He will lay it before him, dine on my corrupt core and chew it and taste it
to his liking.

He will lay it before him until I am ground down like cow in malevolent misery mouth.

I will caress the monster's earlobe like a lover loves to touch tentatively.

I will whisper winsome my gratitude in to his deepening, voracious appetite.

Appetite.

I am appealing; I appeal sometimes.

Monsters don't stop.

He is kind, waving his flag of caustic cautionary tails and tales.

He will enable me still I will violate his violently vile mouth.

I will scream skunk scented bile into his diseased eyes.

I will despise his acid belly.

He will laugh.

He will caterwaul, he will sing his celebrity over my aching guts
that are splayed so ******, flinching and twitching for his feast.

In the least, I will show a tired effort of the finished, final scream.

Kindred severance washed down with the finest of red wine
built over breaking bridges that collapse under this foreknowledge;
the monster mocks and flocks like a fleet of wild birds, inside the
married meat of my stride away.

I won't laugh.
I won't smile.
I won't remember.
I won't want.

I will sail like a baby girl delivered into the peaceable tastes of a beginning innocence.

I won't want to remember.

I will want to view an eye that can't see me.
I will want to smell a mouth that hates me.
I will want to taste a hand that closes angrily around my throat.

I will want to hear.
I will want to hear.

I will want to hear you tell me you love me.
I will want hear inside an ear that listens to me.

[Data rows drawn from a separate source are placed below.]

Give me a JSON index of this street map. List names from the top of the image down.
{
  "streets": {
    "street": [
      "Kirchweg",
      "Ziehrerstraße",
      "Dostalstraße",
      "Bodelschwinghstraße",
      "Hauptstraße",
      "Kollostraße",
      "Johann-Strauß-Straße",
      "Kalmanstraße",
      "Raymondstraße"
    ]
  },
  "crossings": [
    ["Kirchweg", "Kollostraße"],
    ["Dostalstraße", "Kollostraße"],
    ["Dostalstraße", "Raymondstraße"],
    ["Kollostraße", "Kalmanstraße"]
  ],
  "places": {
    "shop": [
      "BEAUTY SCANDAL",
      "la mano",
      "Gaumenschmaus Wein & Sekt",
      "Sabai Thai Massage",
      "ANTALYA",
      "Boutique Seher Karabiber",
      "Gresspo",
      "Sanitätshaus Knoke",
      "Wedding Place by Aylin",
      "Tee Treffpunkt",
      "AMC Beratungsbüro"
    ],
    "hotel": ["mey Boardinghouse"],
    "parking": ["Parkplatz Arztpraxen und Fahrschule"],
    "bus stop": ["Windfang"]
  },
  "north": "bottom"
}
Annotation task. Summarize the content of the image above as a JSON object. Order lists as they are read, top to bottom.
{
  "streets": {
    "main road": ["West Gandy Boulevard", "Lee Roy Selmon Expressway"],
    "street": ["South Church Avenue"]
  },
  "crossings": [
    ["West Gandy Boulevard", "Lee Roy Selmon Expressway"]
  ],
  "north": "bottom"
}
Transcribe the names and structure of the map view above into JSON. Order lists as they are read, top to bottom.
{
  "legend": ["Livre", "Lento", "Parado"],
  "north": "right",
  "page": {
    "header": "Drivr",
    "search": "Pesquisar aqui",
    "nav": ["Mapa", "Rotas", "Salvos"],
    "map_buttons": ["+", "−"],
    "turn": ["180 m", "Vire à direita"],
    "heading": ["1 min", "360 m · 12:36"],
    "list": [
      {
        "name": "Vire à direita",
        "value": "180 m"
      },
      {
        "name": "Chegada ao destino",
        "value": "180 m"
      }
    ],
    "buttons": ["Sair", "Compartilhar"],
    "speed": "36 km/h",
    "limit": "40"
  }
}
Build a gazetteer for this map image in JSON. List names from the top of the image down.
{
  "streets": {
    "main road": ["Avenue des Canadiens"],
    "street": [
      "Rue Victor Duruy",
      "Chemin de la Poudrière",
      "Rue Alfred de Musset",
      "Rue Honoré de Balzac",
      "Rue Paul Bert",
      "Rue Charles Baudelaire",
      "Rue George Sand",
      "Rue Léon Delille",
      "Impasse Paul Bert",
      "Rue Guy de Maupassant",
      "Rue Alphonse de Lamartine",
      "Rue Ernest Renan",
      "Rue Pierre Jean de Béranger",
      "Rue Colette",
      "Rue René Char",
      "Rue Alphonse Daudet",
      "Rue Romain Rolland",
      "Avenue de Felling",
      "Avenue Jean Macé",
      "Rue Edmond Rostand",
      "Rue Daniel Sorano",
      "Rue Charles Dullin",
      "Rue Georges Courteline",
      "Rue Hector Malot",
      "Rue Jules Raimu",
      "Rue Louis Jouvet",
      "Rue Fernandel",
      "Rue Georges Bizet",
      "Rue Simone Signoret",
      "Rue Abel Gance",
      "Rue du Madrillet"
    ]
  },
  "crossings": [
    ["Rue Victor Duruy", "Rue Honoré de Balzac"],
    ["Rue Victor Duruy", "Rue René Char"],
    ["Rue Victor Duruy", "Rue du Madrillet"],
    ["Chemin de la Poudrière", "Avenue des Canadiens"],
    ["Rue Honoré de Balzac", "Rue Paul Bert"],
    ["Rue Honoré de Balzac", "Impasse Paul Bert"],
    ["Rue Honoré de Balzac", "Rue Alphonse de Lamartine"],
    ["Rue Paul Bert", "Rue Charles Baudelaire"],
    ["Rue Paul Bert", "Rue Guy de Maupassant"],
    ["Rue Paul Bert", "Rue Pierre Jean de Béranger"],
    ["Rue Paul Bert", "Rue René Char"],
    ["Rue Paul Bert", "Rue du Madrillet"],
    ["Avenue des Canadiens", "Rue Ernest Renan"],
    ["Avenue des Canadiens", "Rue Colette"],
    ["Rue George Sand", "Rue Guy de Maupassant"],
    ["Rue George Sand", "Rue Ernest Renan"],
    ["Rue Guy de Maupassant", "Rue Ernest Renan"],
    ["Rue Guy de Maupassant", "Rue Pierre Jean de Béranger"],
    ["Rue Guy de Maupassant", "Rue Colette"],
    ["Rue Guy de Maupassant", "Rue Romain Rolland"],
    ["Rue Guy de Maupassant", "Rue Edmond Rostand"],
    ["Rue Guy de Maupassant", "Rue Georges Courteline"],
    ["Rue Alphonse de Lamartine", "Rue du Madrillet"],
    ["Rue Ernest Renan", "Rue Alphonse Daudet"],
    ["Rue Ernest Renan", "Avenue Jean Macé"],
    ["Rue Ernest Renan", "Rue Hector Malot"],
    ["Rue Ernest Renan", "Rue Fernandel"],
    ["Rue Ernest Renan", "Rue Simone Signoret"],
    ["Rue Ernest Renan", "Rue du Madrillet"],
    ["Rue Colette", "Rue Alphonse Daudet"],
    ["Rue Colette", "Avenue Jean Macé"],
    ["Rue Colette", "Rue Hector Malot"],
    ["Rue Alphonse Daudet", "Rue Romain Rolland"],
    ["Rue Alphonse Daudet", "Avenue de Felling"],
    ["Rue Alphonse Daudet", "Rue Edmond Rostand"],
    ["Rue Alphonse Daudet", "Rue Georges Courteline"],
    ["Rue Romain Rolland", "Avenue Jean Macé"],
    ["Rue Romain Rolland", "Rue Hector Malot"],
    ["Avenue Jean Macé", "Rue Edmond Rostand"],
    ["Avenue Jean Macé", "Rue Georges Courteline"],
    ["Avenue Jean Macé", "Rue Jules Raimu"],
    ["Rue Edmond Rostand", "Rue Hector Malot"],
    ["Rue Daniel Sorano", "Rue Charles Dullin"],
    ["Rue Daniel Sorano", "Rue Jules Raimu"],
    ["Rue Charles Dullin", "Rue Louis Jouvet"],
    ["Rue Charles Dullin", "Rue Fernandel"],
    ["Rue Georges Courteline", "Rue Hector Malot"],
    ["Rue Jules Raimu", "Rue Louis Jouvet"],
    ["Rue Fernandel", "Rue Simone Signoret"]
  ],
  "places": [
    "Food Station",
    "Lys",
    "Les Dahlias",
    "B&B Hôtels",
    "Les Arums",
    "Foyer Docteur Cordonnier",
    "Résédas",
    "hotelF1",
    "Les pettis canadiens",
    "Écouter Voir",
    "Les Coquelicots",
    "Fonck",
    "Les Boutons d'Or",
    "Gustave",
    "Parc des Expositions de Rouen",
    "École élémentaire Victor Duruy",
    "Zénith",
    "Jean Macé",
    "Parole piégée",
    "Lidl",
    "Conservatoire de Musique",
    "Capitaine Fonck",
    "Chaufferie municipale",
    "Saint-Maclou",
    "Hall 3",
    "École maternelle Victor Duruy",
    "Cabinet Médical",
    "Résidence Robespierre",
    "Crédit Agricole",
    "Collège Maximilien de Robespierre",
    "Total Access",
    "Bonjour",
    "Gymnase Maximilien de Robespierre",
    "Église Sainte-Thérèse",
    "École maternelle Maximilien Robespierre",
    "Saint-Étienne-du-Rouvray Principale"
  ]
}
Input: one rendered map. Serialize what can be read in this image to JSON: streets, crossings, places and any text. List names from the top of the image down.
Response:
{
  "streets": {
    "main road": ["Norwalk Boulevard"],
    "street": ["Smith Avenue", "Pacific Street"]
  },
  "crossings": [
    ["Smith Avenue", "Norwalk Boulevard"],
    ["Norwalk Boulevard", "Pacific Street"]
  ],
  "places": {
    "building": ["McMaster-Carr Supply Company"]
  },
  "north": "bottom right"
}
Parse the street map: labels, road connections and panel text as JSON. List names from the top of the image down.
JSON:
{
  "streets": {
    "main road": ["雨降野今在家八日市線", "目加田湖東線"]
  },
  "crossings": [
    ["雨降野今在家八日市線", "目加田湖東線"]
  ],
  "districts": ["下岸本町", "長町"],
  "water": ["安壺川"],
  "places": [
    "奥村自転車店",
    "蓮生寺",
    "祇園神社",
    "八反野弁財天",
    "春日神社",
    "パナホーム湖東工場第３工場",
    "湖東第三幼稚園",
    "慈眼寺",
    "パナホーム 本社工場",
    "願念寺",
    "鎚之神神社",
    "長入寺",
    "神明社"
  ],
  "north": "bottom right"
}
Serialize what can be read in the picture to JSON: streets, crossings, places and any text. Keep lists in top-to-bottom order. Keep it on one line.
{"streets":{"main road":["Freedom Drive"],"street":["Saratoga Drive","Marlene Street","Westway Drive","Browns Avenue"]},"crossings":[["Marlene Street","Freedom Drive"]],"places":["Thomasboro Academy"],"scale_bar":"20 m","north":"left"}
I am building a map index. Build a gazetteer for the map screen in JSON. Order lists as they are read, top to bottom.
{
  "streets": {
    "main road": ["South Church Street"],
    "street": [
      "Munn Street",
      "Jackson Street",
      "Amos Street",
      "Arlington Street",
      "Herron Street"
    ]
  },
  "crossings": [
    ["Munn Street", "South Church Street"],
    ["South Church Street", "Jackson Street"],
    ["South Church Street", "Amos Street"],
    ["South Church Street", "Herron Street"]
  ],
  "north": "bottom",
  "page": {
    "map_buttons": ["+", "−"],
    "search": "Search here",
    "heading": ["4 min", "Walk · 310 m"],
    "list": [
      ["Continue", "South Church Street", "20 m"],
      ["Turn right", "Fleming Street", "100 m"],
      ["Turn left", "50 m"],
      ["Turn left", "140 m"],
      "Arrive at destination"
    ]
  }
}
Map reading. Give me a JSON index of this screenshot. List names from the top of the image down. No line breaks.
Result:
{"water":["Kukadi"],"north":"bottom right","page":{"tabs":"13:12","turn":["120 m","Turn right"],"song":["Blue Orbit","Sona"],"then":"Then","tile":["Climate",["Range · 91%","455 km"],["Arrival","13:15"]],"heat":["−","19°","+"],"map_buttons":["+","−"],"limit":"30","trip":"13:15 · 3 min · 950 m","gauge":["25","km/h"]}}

I will want to devour a bit of interrogating mayhem before it devours me.

I will survive the monster's prowling, hmph...in his putrid spruce pants
he wears to capsize my tries.

Picasso pictures busy themselves around my waist like your arms wind
up love around that girl's.

Shh.

I will hush my turbulent sorrow.
I will hush my endearing memories of the tingling hands
that stand high above my last love.

Reason's charity could've fought my battle but the monster proved
his dedicated engagement
his engaging affliction; he proved his pressuring ability.

I'd like to dance endlessly.
I'd like to movie inside your misery and dissolve, destroy!

Your disastrous danger.

I need a melody survivable, tender through trials of truth.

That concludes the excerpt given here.